Amamentar diminui risco de artrite da mãe, diz estudo

Mesmo com tantas vantagens já conhecidas, continuam sempre a ser descobertos outros benefícios relacionados com a amamentação!

Um estudo realizado por especialistas suecos sugere que mulheres que amamentam por mais de um ano têm chances de desenvolver artrite reumatóide reduzidas pela metade.

A equipe de cientistas da Universidade de Malmo comparou 136 mulheres com artrite com 544 que não apresentavam o problema. Eles perceberam que as que haviam amamentado por 13 meses ou mais tinham metade das chances de desenvolver a doença em relação às que nunca haviam praticado o aleitamento materno. As mulheres que haviam amamentado durante um ano tiveram 25% menos riscos de desenvolver artrite, acrescentaram os especialistas.

Segundo os cientistas, a amamentação libera grande quantidade do hormônio oxitocina, que pode reduzir os níveis de estresse, controlar a pressão sangüínea e proporcionar sensações de bem-estar.
Por outro lado, a amamentação também aumenta a carga de prolactina, estimulando o sistema imunológico e podendo ocasionar, curiosamente, a artrite reumatóide.

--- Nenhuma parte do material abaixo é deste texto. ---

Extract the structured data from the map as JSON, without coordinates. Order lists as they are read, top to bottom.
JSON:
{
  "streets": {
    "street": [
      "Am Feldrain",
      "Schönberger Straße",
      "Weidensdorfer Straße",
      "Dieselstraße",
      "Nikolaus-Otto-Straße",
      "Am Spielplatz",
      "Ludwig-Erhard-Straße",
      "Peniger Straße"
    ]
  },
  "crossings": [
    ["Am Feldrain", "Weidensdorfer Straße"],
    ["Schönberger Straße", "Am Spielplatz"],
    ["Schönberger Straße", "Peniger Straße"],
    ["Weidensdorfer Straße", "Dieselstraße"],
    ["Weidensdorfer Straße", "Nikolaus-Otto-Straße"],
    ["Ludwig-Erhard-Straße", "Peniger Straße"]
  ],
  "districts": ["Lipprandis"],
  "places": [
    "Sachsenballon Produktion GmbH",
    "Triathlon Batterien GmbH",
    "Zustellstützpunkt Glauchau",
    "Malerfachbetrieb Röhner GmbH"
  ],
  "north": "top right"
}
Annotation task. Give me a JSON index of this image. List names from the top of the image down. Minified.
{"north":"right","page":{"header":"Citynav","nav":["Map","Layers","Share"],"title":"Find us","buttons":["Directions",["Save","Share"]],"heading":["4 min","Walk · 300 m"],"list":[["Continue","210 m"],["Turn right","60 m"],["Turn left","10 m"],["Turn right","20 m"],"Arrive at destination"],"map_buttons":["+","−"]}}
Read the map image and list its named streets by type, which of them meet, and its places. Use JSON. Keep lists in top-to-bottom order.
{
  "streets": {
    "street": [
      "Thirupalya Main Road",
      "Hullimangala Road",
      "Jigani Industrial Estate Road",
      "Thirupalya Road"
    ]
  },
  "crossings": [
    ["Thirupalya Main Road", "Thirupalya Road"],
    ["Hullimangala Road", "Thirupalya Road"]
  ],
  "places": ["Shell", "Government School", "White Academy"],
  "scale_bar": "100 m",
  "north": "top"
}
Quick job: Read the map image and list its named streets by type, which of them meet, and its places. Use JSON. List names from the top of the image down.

Os pesquisadores afirmam que estudos anteriores mostraram que as mulheres têm mais chances de desenvolver artrite logo após dar à luz e, diante dos últimos resultados, acreditam que os riscos são reduzidos com a prática da amamentação e o passar do tempo. Os cientistas não souberam, no entanto, apontar as razões para as conclusões do estudo. "Uma explicação poderia ser de que as mulheres que amamentam levam vidas mais saudáveis. Mas ainda não sabemos com certeza os mecanismos que explicam os benefícios da amamentação a longo prazo contra a artrite", disseram os especialistas.

A artrite é uma doença auto-imune que ocorre quando o corpo ataca as articulações, confundindo-as com corpos estranhos.
O problema afeta mais as mulheres do que os homens. O estudo foi publico na revista especializada Annals of Rheumatic Diseases.